**TASK INSTRUCTIONS:**
Could you repeat every record exactly as it appears?

**EXCERPTED RECORDS:**
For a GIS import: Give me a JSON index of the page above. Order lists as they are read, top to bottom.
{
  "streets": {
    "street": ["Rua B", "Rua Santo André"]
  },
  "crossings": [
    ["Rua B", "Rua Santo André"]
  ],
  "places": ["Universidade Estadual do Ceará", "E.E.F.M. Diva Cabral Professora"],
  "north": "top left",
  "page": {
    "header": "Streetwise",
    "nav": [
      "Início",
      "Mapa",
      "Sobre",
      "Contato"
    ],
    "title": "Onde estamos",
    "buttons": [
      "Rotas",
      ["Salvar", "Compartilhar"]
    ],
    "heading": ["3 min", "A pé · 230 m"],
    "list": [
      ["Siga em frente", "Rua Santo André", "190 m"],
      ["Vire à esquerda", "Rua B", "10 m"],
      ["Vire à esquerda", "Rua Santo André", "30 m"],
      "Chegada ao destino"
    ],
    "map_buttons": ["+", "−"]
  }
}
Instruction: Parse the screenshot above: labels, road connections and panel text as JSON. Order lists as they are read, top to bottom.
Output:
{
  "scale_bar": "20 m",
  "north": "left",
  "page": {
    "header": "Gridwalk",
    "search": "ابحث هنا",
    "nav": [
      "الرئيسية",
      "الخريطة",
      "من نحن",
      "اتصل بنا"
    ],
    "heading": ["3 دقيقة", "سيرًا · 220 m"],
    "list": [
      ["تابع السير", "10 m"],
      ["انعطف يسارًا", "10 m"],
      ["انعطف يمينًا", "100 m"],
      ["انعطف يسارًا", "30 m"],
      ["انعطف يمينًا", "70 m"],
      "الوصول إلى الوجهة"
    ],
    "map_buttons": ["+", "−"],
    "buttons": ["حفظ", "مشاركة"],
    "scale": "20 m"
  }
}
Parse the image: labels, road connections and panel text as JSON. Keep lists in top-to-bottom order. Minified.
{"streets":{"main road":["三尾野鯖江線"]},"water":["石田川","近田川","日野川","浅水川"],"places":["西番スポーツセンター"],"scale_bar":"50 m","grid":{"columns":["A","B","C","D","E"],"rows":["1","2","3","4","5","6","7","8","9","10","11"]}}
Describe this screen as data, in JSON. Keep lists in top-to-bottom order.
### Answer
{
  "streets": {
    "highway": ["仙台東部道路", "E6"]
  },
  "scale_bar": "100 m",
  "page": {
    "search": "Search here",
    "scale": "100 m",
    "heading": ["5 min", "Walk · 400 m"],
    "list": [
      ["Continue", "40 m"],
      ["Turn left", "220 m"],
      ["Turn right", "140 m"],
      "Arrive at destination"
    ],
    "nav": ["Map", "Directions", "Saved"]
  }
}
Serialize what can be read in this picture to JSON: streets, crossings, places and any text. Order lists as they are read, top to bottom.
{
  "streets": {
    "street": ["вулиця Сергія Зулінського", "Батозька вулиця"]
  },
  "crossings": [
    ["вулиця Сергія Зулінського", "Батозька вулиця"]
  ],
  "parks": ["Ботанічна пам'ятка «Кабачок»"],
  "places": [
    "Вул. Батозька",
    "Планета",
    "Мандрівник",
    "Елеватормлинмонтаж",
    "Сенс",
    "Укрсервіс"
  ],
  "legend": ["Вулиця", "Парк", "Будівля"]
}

**YOUR SOLUTION:**
For a GIS import: Give me a JSON index of the page above. Order lists as they are read, top to bottom.
{
  "streets": {
    "street": ["Rua B", "Rua Santo André"]
  },
  "crossings": [
    ["Rua B", "Rua Santo André"]
  ],
  "places": ["Universidade Estadual do Ceará", "E.E.F.M. Diva Cabral Professora"],
  "north": "top left",
  "page": {
    "header": "Streetwise",
    "nav": [
      "Início",
      "Mapa",
      "Sobre",
      "Contato"
    ],
    "title": "Onde estamos",
    "buttons": [
      "Rotas",
      ["Salvar", "Compartilhar"]
    ],
    "heading": ["3 min", "A pé · 230 m"],
    "list": [
      ["Siga em frente", "Rua Santo André", "190 m"],
      ["Vire à esquerda", "Rua B", "10 m"],
      ["Vire à esquerda", "Rua Santo André", "30 m"],
      "Chegada ao destino"
    ],
    "map_buttons": ["+", "−"]
  }
}
Instruction: Parse the screenshot above: labels, road connections and panel text as JSON. Order lists as they are read, top to bottom.
Output:
{
  "scale_bar": "20 m",
  "north": "left",
  "page": {
    "header": "Gridwalk",
    "search": "ابحث هنا",
    "nav": [
      "الرئيسية",
      "الخريطة",
      "من نحن",
      "اتصل بنا"
    ],
    "heading": ["3 دقيقة", "سيرًا · 220 m"],
    "list": [
      ["تابع السير", "10 m"],
      ["انعطف يسارًا", "10 m"],
      ["انعطف يمينًا", "100 m"],
      ["انعطف يسارًا", "30 m"],
      ["انعطف يمينًا", "70 m"],
      "الوصول إلى الوجهة"
    ],
    "map_buttons": ["+", "−"],
    "buttons": ["حفظ", "مشاركة"],
    "scale": "20 m"
  }
}
Parse the image: labels, road connections and panel text as JSON. Keep lists in top-to-bottom order. Minified.
{"streets":{"main road":["三尾野鯖江線"]},"water":["石田川","近田川","日野川","浅水川"],"places":["西番スポーツセンター"],"scale_bar":"50 m","grid":{"columns":["A","B","C","D","E"],"rows":["1","2","3","4","5","6","7","8","9","10","11"]}}
Describe this screen as data, in JSON. Keep lists in top-to-bottom order.
### Answer
{
  "streets": {
    "highway": ["仙台東部道路", "E6"]
  },
  "scale_bar": "100 m",
  "page": {
    "search": "Search here",
    "scale": "100 m",
    "heading": ["5 min", "Walk · 400 m"],
    "list": [
      ["Continue", "40 m"],
      ["Turn left", "220 m"],
      ["Turn right", "140 m"],
      "Arrive at destination"
    ],
    "nav": ["Map", "Directions", "Saved"]
  }
}
Serialize what can be read in this picture to JSON: streets, crossings, places and any text. Order lists as they are read, top to bottom.
{
  "streets": {
    "street": ["вулиця Сергія Зулінського", "Батозька вулиця"]
  },
  "crossings": [
    ["вулиця Сергія Зулінського", "Батозька вулиця"]
  ],
  "parks": ["Ботанічна пам'ятка «Кабачок»"],
  "places": [
    "Вул. Батозька",
    "Планета",
    "Мандрівник",
    "Елеватормлинмонтаж",
    "Сенс",
    "Укрсервіс"
  ],
  "legend": ["Вулиця", "Парк", "Будівля"]
}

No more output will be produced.